- DATASET CONTENT:
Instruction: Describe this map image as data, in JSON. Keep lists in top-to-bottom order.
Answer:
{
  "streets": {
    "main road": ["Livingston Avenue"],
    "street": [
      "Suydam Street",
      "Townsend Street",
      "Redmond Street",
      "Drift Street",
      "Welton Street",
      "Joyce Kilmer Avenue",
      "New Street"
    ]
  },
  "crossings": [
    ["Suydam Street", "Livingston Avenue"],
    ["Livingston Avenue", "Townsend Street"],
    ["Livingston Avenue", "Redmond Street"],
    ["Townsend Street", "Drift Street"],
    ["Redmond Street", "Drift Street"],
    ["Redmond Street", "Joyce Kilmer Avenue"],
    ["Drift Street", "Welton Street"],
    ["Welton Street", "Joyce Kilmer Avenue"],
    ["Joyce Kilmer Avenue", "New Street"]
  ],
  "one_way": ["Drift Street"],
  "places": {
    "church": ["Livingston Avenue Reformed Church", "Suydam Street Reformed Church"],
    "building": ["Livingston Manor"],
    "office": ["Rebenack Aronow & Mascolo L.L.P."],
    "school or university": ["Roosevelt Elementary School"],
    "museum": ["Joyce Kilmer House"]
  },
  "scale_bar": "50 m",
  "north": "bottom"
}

- WORK REQUIRED:
Look through the entries and return each line that has the word "Townsend" in it.

- EXERCISE SOLUTION:
      "Townsend Street",
    ["Livingston Avenue", "Townsend Street"],
    ["Townsend Street", "Drift Street"],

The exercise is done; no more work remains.